Armed forces: 'I left because the job is boring and the pay is terrible'
Travel the world, make great friends and gain confidence - that's how recruitment adverts portray a career in the armed forces.
But not everyone thinks it's amazing.
"It's just a boring job because there aren't any wars going on," says Ryan Jenkins, who left the Army in 2018.
"All you do is wake up in the morning and pick up rubbish around camp."
Britain's armed forces are short on numbers and, in what is fast becoming a January tradition, the Army has unveiled an advertising campaign to try and encourage new sign-ups.
It says its annual recruitment drives have proved successful - around 90,000 people applied to join in 2019.
But, despite its best efforts, the regular Army is still 8,000 people short of its target strength and only 10% of applicants make it through basic training.
One of the issues the Army faces is keeping its recruits, according to the BBC's defence correspondent Jonathan Beale.
"I left because the money is terrible," Ryan, 28, tells Radio 1 Newsbeat.
"And in my last year I spent 11 months out of the country away from my family and the accommodation was awful.
"The food is the worst food you'll ever eat in your life."
Ryan, from Hull, joined the Army when he was 19 but ended up leaving seven years later.
"I don't feel like you're going to get the younger generations to do it anymore, because who wants to go spend six months getting shouted at during training for £13,000 starting pay?"
Keeping recruits is a problem shared across the entire armed forces - with more people leaving (14,880) than joining (13,520) in 2018.
A survey carried out by the Ministry of Defence found less than half of people in the armed forces (46%) were satisfied with service life.
Richard Smith, 27, has a similar story, but in the RAF.
He joined in 2013, intending to stay for 12 years, but dropped out after only five.
"You sit around in the canteen, watch Jeremy Kyle and drink about 30 cups of tea. You get so bored," he says.
"When it's boring, people get a chance to sit down and think about whether the grass is greener somewhere else."
In February last year, it was revealed the MoD has a funding black hole of at least £7bn in its 10-year plan to equip the UK's armed forces.
Richard says the lack of money in the armed forces was also a factor in his decision to leave.
"You'd have toilets that were leaking in the main accommodation block, washing machines that wouldn't work.
"You report the problem but then you just get put on a list. So sometimes you could go weeks without having a toilet that works."
Richard says you do get some "good opportunities" to travel and take part in sports if you're part of the armed forces.
He went over to Canada to do mountain biking and also went surfing in Cornwall during his time with the RAF.
Richard now works as a farmer and thinks that a bit more recognition for those in armed forces would help to keep recruits.
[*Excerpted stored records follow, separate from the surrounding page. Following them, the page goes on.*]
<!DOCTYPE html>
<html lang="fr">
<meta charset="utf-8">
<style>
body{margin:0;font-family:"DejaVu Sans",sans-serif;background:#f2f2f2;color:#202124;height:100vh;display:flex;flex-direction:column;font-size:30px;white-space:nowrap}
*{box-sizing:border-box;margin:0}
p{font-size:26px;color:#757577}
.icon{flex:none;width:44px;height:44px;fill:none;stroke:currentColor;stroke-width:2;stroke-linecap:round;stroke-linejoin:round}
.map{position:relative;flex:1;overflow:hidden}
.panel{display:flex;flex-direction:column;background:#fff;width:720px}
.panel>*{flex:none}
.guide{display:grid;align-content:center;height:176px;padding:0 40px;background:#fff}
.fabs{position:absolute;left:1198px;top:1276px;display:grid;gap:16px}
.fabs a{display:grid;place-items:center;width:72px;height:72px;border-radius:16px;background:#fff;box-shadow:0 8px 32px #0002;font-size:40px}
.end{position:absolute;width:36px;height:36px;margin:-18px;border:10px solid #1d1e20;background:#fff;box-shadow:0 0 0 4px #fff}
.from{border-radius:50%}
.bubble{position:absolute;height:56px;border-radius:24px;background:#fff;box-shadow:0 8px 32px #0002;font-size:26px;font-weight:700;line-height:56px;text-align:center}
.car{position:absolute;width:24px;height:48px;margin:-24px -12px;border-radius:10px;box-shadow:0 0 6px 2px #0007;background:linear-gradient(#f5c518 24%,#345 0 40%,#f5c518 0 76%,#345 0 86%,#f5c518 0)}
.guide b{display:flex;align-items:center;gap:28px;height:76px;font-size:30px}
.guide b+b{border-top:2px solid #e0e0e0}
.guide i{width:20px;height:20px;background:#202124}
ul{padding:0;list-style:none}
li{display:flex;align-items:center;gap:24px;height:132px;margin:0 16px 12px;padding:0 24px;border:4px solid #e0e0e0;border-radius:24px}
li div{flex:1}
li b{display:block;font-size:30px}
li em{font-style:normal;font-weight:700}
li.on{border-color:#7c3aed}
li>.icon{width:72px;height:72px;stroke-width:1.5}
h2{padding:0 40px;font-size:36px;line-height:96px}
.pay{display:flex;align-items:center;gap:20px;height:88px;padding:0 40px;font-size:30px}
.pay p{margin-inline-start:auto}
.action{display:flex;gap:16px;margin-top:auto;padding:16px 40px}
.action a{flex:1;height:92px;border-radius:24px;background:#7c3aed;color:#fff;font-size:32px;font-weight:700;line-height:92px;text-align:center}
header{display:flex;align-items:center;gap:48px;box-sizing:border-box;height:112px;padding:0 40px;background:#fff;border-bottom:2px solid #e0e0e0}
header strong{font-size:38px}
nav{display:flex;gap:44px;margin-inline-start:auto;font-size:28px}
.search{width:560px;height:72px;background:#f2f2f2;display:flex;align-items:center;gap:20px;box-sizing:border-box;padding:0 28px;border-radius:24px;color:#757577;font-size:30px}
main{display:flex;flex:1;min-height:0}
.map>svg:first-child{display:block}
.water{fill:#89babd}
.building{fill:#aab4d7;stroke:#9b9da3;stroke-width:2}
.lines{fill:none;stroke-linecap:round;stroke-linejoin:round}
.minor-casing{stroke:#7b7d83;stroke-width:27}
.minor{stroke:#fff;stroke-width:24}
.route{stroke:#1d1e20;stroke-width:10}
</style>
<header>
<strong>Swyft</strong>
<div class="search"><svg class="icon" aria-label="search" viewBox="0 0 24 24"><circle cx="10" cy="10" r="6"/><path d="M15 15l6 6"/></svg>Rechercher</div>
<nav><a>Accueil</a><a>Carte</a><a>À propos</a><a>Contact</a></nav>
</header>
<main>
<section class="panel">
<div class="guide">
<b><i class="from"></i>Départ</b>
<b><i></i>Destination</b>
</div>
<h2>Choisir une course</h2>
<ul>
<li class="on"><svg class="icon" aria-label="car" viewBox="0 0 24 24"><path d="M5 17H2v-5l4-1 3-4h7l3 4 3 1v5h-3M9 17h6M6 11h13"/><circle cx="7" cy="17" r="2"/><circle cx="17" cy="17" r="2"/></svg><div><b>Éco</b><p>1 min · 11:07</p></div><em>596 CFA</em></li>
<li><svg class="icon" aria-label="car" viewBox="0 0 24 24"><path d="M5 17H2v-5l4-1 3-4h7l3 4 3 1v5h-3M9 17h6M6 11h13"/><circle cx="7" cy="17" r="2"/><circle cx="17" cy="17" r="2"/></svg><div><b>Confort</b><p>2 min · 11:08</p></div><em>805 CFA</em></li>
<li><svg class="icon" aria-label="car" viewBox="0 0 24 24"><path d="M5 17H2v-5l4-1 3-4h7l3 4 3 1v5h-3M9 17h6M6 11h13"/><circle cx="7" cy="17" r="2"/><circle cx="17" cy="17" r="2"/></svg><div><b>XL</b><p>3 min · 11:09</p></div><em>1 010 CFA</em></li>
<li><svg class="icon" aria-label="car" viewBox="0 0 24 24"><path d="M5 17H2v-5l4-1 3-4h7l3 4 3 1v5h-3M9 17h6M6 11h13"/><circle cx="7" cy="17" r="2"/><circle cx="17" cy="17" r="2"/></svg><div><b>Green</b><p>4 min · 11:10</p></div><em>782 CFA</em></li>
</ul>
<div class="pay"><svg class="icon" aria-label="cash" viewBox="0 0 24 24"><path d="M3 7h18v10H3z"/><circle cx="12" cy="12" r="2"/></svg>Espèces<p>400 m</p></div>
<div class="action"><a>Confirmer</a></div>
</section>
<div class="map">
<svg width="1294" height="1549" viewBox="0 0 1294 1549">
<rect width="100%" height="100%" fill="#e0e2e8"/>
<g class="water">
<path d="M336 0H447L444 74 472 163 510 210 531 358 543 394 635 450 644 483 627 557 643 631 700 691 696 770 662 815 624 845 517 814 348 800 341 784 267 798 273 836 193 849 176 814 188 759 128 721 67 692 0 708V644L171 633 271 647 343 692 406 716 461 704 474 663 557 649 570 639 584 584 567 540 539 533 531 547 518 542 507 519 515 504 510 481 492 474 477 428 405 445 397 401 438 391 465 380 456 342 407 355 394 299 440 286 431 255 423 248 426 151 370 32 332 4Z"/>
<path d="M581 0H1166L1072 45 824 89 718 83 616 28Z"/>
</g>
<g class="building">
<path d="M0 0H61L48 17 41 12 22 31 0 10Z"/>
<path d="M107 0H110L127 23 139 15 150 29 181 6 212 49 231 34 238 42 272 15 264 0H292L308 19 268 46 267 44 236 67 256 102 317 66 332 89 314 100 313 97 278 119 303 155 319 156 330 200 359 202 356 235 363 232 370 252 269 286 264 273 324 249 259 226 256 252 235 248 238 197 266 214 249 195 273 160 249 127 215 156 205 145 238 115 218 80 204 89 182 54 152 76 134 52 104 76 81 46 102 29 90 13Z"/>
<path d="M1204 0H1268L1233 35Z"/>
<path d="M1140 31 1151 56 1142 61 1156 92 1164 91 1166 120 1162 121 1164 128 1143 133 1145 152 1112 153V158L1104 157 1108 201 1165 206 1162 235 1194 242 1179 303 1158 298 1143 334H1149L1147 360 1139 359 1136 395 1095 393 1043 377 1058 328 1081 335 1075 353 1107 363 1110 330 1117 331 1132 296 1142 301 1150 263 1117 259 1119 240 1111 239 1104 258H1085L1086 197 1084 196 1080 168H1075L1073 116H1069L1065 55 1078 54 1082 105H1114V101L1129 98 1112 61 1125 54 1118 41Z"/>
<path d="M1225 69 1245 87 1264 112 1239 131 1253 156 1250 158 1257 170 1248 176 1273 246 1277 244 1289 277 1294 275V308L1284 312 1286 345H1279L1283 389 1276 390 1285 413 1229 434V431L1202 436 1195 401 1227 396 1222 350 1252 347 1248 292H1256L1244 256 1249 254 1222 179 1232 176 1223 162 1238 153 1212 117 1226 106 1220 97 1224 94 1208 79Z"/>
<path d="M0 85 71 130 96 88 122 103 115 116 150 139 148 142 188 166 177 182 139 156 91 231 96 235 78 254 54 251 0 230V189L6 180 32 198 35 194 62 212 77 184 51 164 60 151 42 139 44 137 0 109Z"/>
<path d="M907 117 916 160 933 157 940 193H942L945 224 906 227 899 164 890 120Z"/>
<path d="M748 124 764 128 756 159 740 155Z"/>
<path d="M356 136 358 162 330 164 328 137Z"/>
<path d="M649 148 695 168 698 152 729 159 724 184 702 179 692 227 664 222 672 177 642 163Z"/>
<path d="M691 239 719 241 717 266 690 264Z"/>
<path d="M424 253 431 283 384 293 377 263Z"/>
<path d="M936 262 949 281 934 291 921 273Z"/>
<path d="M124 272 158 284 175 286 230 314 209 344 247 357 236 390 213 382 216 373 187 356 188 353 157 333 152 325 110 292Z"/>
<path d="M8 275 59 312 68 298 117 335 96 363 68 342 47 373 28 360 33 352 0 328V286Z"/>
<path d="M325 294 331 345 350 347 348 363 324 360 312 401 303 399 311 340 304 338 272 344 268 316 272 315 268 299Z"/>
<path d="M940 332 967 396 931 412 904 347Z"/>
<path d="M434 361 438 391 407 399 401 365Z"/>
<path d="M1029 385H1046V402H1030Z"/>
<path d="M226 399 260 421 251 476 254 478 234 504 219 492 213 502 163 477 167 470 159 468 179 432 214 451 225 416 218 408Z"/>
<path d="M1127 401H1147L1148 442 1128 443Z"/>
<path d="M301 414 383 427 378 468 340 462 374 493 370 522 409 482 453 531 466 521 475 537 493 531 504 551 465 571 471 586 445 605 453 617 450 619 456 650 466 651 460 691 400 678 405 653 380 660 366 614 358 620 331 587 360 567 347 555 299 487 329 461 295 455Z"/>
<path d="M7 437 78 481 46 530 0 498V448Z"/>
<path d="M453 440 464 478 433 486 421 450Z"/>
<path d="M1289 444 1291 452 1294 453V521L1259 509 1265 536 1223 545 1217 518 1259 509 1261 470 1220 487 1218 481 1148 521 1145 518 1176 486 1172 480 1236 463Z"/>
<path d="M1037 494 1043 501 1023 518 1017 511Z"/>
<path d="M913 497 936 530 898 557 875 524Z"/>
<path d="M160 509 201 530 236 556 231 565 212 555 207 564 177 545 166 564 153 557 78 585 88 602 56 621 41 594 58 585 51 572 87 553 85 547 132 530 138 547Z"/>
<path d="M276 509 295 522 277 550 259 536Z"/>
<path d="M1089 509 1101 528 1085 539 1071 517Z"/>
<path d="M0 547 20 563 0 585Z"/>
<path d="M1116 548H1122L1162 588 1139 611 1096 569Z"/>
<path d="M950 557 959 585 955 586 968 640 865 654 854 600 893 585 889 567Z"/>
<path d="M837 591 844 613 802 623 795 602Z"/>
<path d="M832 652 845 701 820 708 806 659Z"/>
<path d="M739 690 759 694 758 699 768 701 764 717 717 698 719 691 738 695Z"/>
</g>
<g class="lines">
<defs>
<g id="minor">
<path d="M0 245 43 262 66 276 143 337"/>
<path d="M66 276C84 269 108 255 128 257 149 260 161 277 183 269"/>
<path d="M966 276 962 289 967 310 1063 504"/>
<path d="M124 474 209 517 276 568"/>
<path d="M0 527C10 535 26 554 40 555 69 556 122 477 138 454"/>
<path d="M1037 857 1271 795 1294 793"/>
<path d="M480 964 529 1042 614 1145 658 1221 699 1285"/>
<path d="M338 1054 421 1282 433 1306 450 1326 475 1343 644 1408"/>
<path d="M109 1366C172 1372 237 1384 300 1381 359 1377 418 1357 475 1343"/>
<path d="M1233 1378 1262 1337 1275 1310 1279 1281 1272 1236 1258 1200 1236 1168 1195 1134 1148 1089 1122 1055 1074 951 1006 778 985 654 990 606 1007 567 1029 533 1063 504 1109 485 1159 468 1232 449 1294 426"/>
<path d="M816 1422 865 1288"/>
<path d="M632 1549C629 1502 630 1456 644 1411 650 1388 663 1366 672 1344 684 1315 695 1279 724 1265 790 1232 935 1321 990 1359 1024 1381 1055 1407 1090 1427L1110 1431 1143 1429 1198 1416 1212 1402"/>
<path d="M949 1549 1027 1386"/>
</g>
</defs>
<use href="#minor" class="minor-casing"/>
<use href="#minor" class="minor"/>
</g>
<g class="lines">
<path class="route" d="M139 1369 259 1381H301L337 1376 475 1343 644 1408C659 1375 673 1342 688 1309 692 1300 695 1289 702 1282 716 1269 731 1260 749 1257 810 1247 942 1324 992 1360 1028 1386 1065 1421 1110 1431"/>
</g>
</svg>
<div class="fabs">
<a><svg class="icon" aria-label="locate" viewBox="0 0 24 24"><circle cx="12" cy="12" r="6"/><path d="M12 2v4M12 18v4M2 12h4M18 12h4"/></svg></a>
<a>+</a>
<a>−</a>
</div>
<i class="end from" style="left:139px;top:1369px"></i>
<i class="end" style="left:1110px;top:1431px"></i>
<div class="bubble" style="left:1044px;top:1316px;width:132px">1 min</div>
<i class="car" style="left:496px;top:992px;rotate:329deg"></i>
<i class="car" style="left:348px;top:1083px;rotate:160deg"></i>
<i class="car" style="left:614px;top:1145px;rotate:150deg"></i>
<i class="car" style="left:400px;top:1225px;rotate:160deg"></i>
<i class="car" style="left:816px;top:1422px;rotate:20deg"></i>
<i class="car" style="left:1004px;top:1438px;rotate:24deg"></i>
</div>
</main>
He says sometimes all you get is a "Thanks, good job" when you've been involved in something particularly tough.
"I know it sounds a bit petty but just a bit more appreciation for the people who do the job would be huge."
Ryan has also adjusted to civilian life and works as a telecoms engineer.
He thinks there are a few simple things the forces could do to keep people on.
"You need to offer people more incentives to get promoted and earn more money.
"The other problem is that it can become a breeding ground for bad egos. And if your face didn't fit your life was hell."
An MoD spokesperson said the armed forces offer "exciting and varied careers, with unparalleled opportunities to learn new skills such as leadership and teamwork".
"We are working hard to make the armed forces an even more attractive place to work, introducing flexible working, modernising accommodation options, and securing the biggest pay rise since 2007."